Nascido Para Matar

I watched my new copy of Kubrick's Full Metal Jacket (In Vietnam The Wind Doesn't Blow It Sucks) recently, and I've got to say that the Portuguese subtitles did no justice at all to Gunnery Sergeant Hartman's tirades. Really weak sauce. On the other hand, the Spanish subtitles more than kept up. The translator even translated the cadences so that his rhymed as well (which, honestly, is easy...just end each line with a verb of the same conjugation. Still, the Brazilian translator skipped out on that). Now that's the sort of movie that would really test the colloquial skills of a translator.



The first time I saw Full Metal Jacket was with the fam when we lived in Massachussetts. Jon and I were teens by then, so we weren't getting whacked upside the head quite as often as we used to (the whack upside the head was for minor infractions...say "yes m'am" when your mother addresses you, get into gear already, pipe down and do your homework, etc.). The whack, or cascudo, the traditional Brazilian whack, which involves making the "noogie-fist," with the knuckles of the index and middle fingers sticking out a bit, and delivering a sharp rap down onto the skull. H'mmm good.

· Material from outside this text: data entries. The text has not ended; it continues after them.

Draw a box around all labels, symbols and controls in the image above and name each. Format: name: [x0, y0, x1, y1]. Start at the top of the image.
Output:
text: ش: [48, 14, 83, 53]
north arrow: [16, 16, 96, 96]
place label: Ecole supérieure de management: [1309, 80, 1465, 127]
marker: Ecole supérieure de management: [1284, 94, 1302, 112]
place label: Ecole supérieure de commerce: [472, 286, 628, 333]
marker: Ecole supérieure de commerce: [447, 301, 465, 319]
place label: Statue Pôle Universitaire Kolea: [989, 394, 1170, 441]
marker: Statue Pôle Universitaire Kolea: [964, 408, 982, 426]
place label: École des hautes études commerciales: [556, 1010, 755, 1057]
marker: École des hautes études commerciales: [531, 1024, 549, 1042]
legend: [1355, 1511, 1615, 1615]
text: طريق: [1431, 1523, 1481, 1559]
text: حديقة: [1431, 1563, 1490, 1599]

It was a form of punishment that was passing out of vogue, since we were both such dignified young men. Something new was needed, and my father was inspired by the above-mentioned film to start us on push-ups in lieu of whacks. One of us would tell a joke that was just a little too crude for the dinner table (which happened often, that line being very subjective in my father's home), and we'd be on the ground, counting out push-ups while yelling "one, two, three, four, I love the Marine Corps!"



Those were the days. 1992?



Years later, probably the sighing days of the nineties, I was reading a reporter's memoirs of his time in the Viet Nam war (it's not a question for most wars, but is the war in Viet Nam called a war or a War?), very colorfully and poetically written...beautiful, really. He spent much of his time in the Highlands with the USMC, and was at Khe Sanh. This reporter told a story in his book, Dispatches, of a helicopter door-gunner who spent an entire flight on which the writer was a passenger firing off his M-60 at Vietnamese in the fields. When asked, How can you shoot women and children?, the gunner answered, Easy, you just don't lead them as much. Up to that point, I'd read a couple of anecdotes that really seemed familiar, but when I read that story, with that wording, I stopped. Author: Michael Herr...ah...that Michael Herr. All that to say, if you enjoyed Full Metal Jacket, you really oughta read Dispatches.